**Work item:** Please check every line of the listing for "body" and copy each line where it is found.

**Input data:**
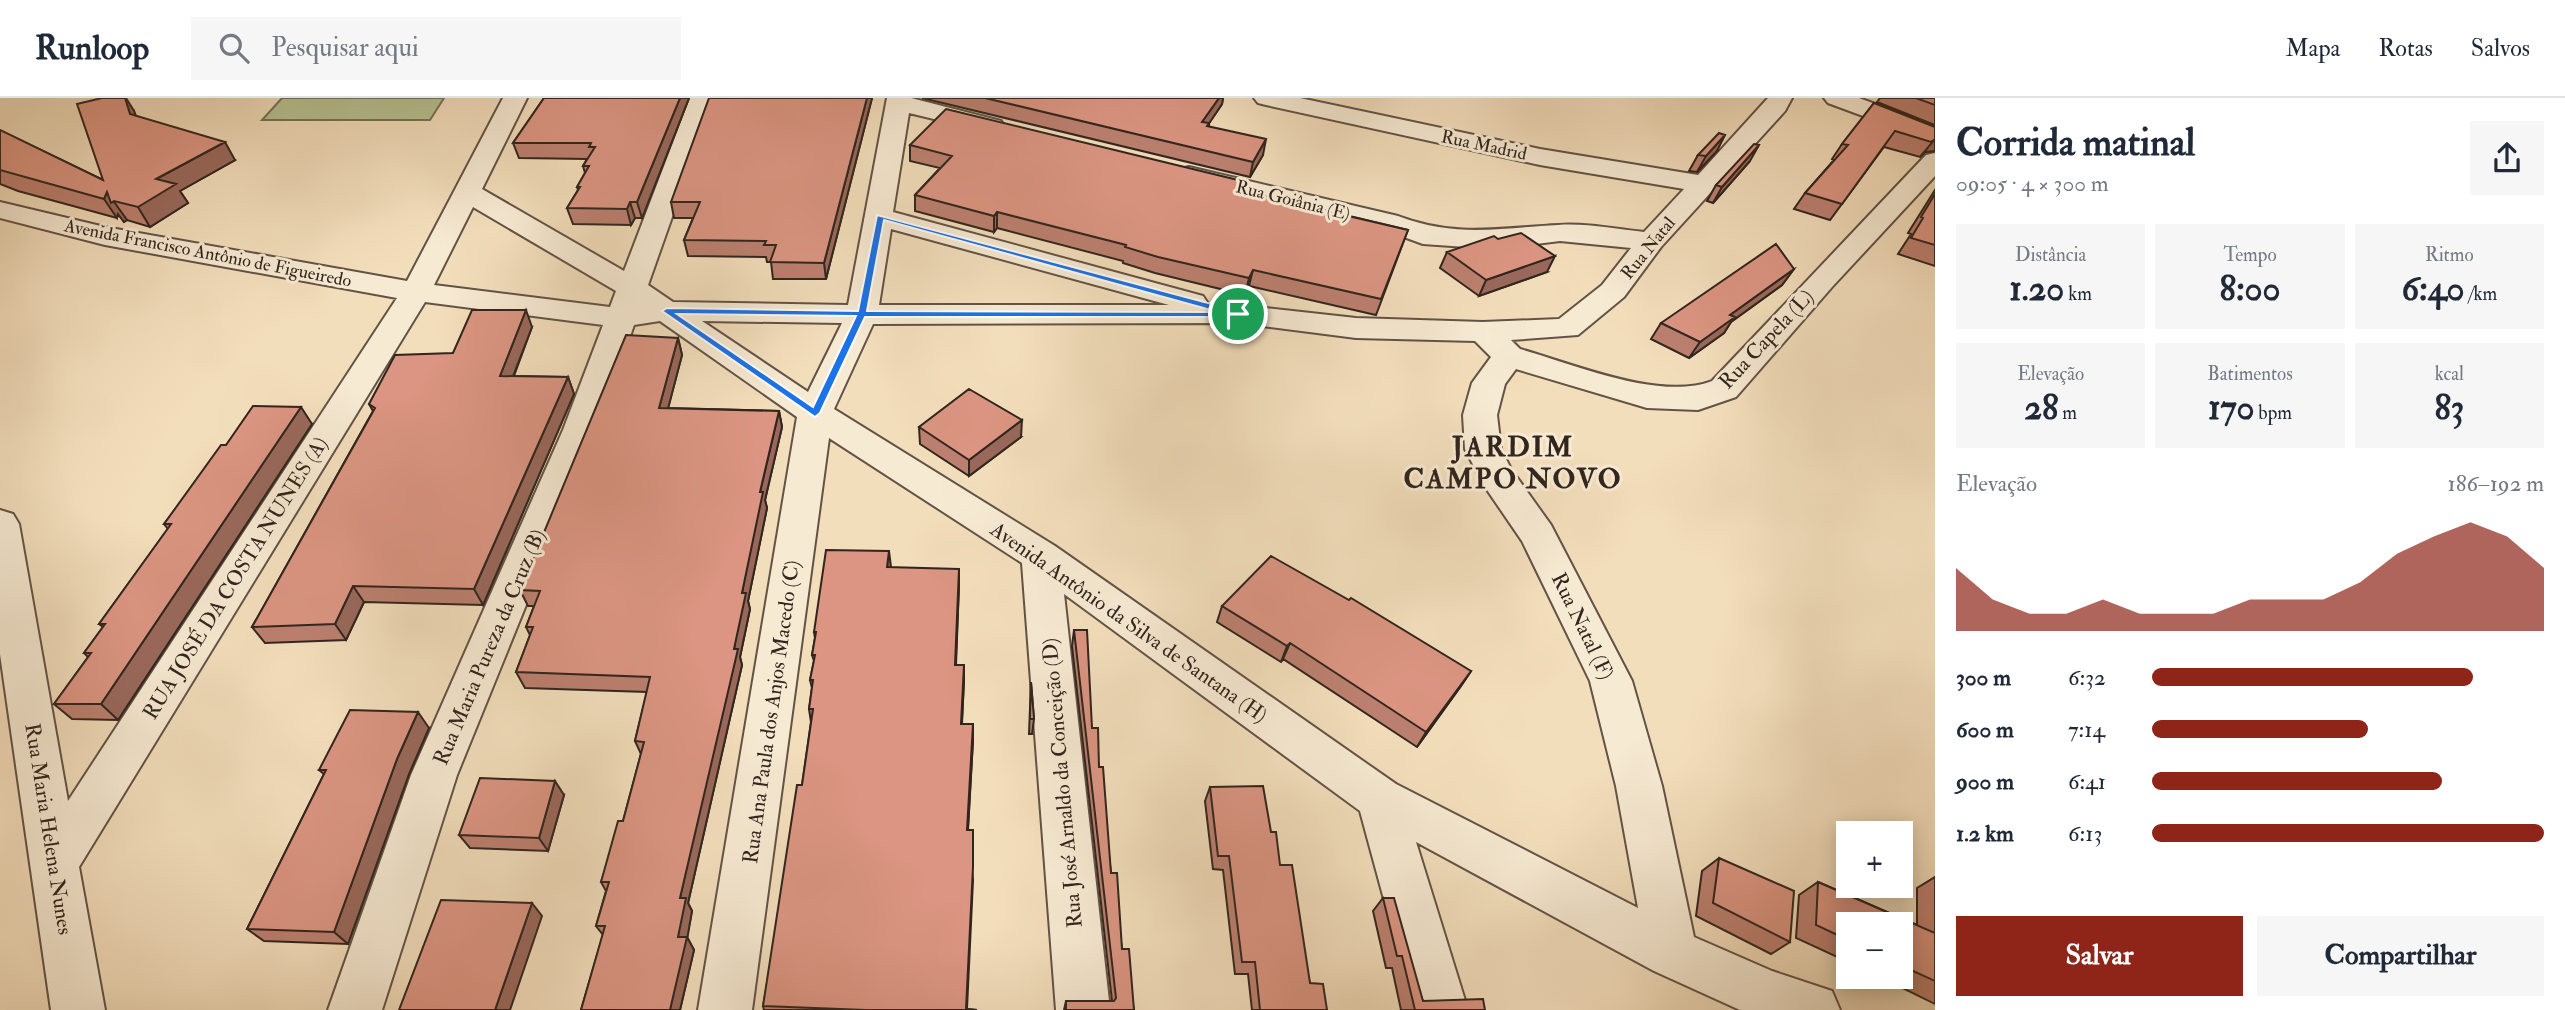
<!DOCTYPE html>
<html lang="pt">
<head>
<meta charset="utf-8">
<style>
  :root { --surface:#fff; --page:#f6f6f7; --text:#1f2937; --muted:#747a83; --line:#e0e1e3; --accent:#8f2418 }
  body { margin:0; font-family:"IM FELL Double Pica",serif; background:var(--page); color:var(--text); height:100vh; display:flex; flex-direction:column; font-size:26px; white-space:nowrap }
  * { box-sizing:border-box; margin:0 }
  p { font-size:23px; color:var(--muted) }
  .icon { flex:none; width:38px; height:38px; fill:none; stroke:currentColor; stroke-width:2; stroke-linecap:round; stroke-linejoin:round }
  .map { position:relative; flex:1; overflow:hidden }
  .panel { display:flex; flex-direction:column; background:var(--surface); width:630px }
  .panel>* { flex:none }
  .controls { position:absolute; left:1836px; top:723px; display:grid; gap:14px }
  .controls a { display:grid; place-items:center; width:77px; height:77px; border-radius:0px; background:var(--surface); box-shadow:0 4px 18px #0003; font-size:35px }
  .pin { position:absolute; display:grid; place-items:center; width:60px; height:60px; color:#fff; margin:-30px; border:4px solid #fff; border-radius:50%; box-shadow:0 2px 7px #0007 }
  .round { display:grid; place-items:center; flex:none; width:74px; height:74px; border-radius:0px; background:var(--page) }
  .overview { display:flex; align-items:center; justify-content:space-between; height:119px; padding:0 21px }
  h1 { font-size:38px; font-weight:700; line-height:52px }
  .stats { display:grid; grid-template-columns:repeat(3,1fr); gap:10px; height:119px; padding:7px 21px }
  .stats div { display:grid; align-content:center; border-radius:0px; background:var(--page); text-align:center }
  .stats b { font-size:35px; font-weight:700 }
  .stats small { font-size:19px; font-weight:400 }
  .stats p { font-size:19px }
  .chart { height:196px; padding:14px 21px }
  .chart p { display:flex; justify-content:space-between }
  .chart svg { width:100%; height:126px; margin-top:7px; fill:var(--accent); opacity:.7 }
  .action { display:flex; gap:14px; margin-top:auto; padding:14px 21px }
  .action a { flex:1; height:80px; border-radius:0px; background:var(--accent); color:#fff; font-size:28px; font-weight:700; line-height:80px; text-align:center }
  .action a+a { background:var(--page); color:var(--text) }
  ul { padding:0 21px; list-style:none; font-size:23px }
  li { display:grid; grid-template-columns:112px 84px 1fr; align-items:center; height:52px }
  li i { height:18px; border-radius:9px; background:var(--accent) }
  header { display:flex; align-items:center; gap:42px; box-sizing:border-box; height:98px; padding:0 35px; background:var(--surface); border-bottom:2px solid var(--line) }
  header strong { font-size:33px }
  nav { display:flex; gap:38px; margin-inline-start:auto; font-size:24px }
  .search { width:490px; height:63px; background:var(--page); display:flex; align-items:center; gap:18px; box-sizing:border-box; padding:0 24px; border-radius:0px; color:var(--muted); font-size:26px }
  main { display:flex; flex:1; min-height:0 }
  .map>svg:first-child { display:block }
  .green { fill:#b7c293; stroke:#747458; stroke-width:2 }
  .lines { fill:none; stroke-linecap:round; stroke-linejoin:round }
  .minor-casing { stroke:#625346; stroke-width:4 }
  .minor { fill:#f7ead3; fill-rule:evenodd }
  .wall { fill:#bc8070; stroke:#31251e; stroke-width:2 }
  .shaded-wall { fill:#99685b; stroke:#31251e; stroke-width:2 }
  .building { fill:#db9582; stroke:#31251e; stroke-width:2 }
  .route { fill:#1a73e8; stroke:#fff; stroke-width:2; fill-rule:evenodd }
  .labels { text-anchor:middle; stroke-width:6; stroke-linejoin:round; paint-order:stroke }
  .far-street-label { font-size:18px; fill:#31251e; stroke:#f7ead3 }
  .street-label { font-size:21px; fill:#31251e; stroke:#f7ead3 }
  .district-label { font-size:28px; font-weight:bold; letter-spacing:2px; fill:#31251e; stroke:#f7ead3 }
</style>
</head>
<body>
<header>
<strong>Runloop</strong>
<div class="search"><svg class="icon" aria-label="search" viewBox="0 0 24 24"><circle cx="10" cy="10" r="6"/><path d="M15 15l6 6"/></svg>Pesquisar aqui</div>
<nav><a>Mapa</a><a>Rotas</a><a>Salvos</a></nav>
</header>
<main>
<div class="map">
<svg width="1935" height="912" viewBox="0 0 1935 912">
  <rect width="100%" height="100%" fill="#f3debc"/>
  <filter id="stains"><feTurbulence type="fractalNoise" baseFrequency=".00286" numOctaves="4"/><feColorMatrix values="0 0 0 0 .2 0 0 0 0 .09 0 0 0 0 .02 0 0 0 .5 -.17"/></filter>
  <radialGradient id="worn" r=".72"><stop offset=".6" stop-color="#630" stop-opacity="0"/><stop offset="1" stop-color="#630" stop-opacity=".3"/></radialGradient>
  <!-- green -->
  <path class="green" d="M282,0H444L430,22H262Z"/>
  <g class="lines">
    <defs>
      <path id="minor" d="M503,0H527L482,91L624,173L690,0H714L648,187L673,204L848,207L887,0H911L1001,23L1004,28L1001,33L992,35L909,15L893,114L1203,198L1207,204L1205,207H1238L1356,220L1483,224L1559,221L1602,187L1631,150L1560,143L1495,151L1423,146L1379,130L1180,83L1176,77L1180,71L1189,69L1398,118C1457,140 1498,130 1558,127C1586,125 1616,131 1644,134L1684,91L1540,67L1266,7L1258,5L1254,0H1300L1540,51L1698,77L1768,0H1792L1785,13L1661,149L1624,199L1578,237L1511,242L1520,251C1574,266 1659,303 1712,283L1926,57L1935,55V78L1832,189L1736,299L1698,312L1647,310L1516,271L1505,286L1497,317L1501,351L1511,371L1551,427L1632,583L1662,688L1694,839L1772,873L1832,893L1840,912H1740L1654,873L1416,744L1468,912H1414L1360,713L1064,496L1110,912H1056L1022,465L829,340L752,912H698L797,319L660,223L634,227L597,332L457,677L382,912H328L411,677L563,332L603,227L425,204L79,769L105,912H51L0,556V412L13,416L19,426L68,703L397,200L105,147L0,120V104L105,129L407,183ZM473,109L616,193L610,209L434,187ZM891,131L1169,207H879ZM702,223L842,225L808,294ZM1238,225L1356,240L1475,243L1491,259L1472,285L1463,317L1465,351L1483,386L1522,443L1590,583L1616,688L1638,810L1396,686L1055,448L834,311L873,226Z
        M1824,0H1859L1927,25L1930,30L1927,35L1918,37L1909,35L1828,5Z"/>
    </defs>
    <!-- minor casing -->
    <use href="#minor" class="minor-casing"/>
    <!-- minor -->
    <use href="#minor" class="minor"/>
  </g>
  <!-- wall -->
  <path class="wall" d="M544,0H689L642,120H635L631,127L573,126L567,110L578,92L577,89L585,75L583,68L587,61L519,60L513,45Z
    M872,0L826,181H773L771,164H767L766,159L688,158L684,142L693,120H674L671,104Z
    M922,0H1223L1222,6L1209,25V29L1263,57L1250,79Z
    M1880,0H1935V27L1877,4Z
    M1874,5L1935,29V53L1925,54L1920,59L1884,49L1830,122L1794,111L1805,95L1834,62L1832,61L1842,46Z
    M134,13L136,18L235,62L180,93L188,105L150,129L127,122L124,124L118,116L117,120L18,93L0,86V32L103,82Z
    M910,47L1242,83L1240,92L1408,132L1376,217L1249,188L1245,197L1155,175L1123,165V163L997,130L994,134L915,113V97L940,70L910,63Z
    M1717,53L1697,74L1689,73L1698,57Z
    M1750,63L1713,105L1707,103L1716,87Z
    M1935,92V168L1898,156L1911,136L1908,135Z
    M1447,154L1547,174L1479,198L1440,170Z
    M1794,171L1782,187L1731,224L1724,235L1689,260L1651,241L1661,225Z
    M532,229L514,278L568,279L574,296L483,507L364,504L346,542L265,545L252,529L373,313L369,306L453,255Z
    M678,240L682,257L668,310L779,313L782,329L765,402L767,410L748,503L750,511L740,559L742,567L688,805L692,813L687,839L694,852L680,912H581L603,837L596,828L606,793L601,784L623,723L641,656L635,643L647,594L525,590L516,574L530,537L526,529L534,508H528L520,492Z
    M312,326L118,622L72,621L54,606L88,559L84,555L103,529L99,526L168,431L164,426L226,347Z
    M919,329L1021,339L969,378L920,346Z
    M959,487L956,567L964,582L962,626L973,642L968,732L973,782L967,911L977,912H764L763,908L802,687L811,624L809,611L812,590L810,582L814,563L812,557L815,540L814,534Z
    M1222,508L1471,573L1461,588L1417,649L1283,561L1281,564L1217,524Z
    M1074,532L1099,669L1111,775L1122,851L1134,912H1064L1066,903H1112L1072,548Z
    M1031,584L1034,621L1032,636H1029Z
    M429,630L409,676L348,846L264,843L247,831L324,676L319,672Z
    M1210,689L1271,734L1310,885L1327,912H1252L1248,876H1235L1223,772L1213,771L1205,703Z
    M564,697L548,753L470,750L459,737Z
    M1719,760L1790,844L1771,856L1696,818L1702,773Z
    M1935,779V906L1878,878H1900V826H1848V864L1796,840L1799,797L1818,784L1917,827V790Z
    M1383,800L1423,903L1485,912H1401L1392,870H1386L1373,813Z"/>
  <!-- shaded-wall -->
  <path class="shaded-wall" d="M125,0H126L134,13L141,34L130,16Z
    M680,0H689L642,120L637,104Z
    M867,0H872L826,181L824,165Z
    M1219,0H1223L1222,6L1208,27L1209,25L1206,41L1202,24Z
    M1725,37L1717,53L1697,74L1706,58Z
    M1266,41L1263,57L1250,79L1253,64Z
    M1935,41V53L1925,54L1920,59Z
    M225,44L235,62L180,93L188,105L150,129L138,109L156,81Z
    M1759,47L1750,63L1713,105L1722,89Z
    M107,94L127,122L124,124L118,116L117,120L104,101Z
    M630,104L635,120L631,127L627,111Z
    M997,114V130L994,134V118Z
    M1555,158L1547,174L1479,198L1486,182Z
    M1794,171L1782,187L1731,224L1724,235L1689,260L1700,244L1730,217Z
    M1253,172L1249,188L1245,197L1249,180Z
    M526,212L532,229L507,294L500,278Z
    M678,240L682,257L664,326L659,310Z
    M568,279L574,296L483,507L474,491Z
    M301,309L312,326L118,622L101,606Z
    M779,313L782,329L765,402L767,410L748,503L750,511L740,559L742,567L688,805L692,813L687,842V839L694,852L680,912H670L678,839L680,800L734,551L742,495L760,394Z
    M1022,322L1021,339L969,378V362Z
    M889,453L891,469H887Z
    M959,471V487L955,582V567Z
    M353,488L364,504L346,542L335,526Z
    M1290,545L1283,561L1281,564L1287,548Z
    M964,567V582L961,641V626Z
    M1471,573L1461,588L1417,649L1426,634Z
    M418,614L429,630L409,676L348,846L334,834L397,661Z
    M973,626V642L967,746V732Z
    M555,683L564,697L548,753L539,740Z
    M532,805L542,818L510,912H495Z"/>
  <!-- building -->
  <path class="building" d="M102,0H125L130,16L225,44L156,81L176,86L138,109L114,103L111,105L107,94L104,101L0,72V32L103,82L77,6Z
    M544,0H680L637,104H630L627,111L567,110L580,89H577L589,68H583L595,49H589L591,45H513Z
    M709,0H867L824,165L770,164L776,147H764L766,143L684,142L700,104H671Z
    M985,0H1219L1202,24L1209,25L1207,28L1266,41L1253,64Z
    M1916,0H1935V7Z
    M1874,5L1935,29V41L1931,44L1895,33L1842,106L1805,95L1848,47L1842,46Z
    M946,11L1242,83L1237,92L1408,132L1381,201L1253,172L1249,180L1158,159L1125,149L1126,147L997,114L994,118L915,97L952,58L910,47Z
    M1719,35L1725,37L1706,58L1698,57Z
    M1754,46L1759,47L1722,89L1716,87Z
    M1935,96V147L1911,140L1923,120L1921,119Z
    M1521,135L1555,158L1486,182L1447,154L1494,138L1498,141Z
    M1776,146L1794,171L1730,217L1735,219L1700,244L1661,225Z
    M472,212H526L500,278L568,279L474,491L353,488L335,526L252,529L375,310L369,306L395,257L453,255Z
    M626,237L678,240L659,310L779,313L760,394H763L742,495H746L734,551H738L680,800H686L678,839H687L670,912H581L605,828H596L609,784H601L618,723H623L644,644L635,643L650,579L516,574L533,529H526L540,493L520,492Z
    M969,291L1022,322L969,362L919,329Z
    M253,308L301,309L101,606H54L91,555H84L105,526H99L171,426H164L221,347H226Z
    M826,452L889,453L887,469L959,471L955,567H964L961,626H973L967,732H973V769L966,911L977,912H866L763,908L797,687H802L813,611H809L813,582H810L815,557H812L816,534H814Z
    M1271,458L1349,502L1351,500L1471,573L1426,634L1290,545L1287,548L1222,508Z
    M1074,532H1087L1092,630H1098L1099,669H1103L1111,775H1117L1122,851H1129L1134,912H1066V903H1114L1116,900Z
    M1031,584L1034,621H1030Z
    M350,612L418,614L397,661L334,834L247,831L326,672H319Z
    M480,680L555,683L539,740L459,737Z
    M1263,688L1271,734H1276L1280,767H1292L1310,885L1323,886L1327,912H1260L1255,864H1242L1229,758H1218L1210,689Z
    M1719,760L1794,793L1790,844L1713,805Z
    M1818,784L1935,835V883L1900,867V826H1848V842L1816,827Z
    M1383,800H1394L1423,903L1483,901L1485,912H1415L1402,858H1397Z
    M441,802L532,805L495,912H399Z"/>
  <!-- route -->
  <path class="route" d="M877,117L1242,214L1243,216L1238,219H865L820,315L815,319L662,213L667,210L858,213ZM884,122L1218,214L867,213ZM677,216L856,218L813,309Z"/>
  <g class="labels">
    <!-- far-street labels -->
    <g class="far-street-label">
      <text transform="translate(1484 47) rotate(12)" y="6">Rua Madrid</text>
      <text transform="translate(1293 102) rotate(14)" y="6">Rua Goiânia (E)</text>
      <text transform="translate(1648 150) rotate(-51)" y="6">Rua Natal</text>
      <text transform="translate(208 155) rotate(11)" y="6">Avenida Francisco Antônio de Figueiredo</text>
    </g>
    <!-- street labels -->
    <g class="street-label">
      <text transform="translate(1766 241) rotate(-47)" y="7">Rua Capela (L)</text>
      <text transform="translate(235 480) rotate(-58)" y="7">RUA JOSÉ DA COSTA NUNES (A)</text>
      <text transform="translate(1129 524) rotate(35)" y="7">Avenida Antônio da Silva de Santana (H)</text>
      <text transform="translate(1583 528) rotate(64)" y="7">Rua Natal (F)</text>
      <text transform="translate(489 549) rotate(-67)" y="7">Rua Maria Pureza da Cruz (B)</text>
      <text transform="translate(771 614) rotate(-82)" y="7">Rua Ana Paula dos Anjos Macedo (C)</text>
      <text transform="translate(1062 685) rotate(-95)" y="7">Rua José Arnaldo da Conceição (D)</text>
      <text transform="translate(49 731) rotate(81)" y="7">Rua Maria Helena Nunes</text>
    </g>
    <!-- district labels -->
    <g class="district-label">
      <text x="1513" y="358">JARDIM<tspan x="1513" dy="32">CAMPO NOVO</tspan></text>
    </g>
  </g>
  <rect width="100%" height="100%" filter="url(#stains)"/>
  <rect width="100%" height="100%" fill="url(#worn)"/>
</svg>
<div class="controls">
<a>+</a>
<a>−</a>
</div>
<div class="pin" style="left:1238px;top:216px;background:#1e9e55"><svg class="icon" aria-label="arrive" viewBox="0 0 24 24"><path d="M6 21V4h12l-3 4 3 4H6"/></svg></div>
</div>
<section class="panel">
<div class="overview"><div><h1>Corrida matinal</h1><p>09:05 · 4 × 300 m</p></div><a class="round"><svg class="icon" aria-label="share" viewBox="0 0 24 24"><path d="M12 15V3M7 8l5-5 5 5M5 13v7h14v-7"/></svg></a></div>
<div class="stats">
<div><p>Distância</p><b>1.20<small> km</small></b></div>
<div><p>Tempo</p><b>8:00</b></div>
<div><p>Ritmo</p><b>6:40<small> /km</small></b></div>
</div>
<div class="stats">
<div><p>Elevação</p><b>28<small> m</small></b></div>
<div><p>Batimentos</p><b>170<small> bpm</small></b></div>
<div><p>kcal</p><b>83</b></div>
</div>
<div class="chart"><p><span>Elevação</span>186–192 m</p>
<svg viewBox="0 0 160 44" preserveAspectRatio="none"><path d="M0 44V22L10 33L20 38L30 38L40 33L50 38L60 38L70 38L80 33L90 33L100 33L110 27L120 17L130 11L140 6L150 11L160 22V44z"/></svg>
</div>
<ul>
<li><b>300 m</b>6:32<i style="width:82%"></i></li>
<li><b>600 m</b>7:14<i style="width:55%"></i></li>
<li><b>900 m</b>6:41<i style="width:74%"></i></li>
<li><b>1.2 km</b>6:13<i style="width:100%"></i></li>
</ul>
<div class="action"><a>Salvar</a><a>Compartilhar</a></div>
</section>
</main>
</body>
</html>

**Task response:**
  body { margin:0; font-family:"IM FELL Double Pica",serif; background:var(--page); color:var(--text); height:100vh; display:flex; flex-direction:column; font-size:26px; white-space:nowrap }
<body>
</body>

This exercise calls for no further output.